Data Engineer - WGDT

New Delhi, India

⚠️ We'll shut down after Aug 1st - try foo🦍 for all jobs in tech ⚠️

Full Time USD 49K - 91K * ^est.

Wadhwani Foundation

Wadhwani Foundation is a non-profit organization that focuses on accelerating job growth & paves the way for millions to earn family-sustaining wages. Join us!

View all jobs at Wadhwani Foundation

Apply now Apply later

Posted 1 month ago

The Role Context:

This is an exciting opportunity to join a dynamic and growing organization, working at the forefront of technology trends and developments in social impact sector. Wadhwani Center for Government Digital Transformation (WGDT) works with the government ministries and state departments in India with a mission of “Enabling digital transformation to enhance the impact of government policy, initiatives and programs”.

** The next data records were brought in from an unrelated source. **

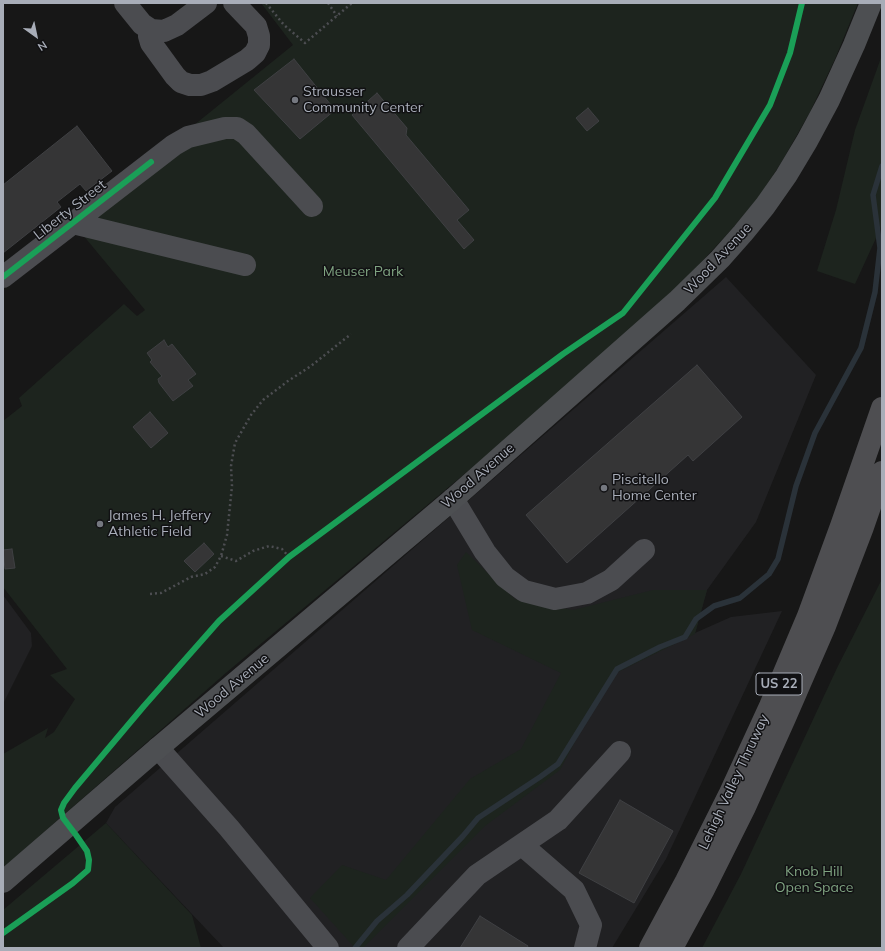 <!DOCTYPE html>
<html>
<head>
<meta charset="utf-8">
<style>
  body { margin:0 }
  #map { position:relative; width:885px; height:951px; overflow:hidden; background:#171717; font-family:Mulish,sans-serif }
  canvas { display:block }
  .frame { position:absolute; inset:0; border:4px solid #a8adb8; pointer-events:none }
  .north { position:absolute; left:16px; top:16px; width:40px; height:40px; -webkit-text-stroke:3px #111113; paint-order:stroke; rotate:147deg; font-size:11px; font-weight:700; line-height:16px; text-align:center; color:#a8adb8 }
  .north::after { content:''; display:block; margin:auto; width:14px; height:18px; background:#a8adb8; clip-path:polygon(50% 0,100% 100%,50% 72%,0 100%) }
</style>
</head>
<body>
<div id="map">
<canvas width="885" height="951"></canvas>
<div class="frame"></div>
<div class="north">N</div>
</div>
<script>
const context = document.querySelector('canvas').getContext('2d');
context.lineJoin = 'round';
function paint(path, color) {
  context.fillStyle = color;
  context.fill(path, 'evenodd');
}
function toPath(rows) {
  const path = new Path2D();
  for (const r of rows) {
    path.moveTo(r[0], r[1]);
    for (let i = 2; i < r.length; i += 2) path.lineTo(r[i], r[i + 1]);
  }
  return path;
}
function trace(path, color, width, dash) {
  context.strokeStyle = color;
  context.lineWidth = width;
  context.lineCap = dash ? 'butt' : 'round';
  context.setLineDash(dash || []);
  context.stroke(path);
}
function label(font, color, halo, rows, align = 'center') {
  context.font = font + ' Mulish,sans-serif';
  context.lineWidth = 3;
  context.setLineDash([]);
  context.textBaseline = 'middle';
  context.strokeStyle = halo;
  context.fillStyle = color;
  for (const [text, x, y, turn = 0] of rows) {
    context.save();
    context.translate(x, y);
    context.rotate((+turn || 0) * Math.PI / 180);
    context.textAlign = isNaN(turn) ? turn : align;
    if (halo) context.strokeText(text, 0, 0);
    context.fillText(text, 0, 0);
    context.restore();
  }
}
const built = toPath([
  [726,277,816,375,756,522,707,590,695,633,731,617,782,611,666,859,612,948,224,948,106,823,115,807],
  [3,595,31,633,32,646,3,704]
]);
const green = toPath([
  [261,3,858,3,835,59,810,112,781,163,758,198,730,231,694,270,652,310,528,421,227,672,3,868,3,754,48,728,45,738,54,732,75,699,50,675,67,669,3,587,3,421,22,406,19,398,124,304,137,316,145,310,73,223,293,45],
  [882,55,882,225,855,284,817,271,836,210,855,130],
  [466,552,515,599,573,610,653,590,707,590,695,634,610,676,560,770,485,826,363,948,355,948,310,898,342,865,386,880,470,779,521,749,561,673,472,630,457,565],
  [882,579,882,948,702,948,741,874,837,668],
  [106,823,192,915,201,948,3,948,3,910]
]);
const stream = toPath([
  [355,948,377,921,407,895,463,836,478,818,540,777,558,764,617,669,660,647,685,637,696,619,714,606,740,598,769,574,778,559,796,486,815,433,861,348,875,292,880,248,873,195,882,166]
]);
const building = toPath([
  [294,59,335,110,300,139,254,90,294,59],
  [377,93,407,128,406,135,469,210,457,220,474,240,464,249,352,115,377,93],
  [588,108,599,121,587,131,576,118,588,108],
  [77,126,112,171,86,191,80,184,57,202,61,207,3,253,3,185,77,126],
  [164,340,168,347,172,344,196,374,188,380,193,386,173,401,159,383,158,379,162,376,150,362,152,360,147,353,164,340],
  [697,365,742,417,693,461,688,455,567,563,526,515,697,365],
  [150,412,168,433,151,448,133,427,150,412],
  [204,543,214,554,195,572,184,561,204,543],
  [12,549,15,568,5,569,3,550,12,549],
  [620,800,673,831,634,903,579,873,620,800],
  [480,916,528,946,527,948,460,948,480,916]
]);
const path = toPath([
  [266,3,284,25,305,43,352,3],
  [328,3,337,16],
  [221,556,236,561,253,551,269,546,282,549,289,557],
  [150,594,161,593,191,577,205,574,215,567,221,556,227,535,232,486,231,466,235,443,251,415,263,400,288,381,311,366,351,334]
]);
const minor = toPath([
  [125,3,142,24,151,30,164,31,177,25,206,3],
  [151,30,149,36,151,43,175,76,181,82,190,85,201,85,212,81,247,60,255,53,259,45,259,36,256,26,234,3],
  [73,223,245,265],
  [3,277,174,145,188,137,225,128,237,128,246,134,312,206],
  [453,499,485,552,505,577,524,591,555,599,587,593,611,580,644,550],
  [158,748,229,828,328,948],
  [522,845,574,890,591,925,585,948],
  [408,948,477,875,558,820,620,752]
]);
const major = toPath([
  [3,882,158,748,453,499,677,301,720,259,743,233,765,206,786,176,807,141,829,100,854,45,871,3]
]);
const highway = toPath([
  [650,948,686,881,729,795,770,706,808,616,841,526,882,408],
  [672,948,703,891,745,807,785,718,825,626,863,527,882,472]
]);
const cycleway = toPath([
  [3,277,151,162],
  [3,933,73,883,88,870,89,860,87,851,76,835,63,818,61,810,64,803,75,788,144,706,219,621,289,557,563,354,623,313,715,198,770,105,790,53,802,3]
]);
const markers = [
  [295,100,4,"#757880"],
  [604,488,4,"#757880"],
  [100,524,4,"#757880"]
];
const shields = [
  [779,684,46]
];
const shieldNames = [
  ["US 22",779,684]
];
const poiNames = [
  ["Strausser",303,92],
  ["Community Center",303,108],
  ["Piscitello",612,480],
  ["Home Center",612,496],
  ["James H. Jeffery",108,516],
  ["Athletic Field",108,532]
];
const streetNames = [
  ["Liberty Street",70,210,-38],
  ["Wood Avenue",718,259,-47],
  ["Wood Avenue",478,476,-41],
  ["Wood Avenue",232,686,-40],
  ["Lehigh Valley Thruway",734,782,-65]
];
const parkNames = [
  ["Meuser Park",363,272],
  ["Knob Hill",814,872],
  ["Open Space",814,888]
];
paint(built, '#212123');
paint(green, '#1d241e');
trace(stream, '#2a3239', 5.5);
paint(building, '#353536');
trace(building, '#3f4043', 1);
trace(path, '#4d4e52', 2.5, [2, 3]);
trace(minor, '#4b4c50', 22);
trace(major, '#4d4f52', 22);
trace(highway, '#4e4e51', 22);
trace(cycleway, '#1a9f57', 6);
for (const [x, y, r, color] of markers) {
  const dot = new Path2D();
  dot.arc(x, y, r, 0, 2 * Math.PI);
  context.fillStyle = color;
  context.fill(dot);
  trace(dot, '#111113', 1.5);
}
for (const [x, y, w] of shields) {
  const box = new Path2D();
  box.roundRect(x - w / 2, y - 11, w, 22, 3);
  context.fillStyle = '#111113';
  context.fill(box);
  trace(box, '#a8adb8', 1);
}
label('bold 13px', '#a8adb8', null, shieldNames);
label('14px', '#a8adb8', '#111113', poiNames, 'left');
label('14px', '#a8adb8', '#111113', streetNames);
label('14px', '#7fa381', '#111113', parkNames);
</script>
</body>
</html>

We are seeking a highly motivated and detail-oriented individual to join our team as a Data Engineer with experience in the designing, constructing, and maintaining the architecture and infrastructure necessary for data generation, storage and processing and contribute to the successful implementation of digital government policies and programs. You will play a key role in developing, robust, scalable, and efficient systems to manage large volumes of data, make it accessible for analysis and decision-making and driving innovation & optimizing operations across various government ministries and state departments in India.

Key Responsibilities:

a. Data Architecture Design: Design, develop, and maintain scalable data pipelines and infrastructure for ingesting, processing, storing, and analyzing large volumes of data efficiently. This involves understanding business requirements and translating them into technical solutions.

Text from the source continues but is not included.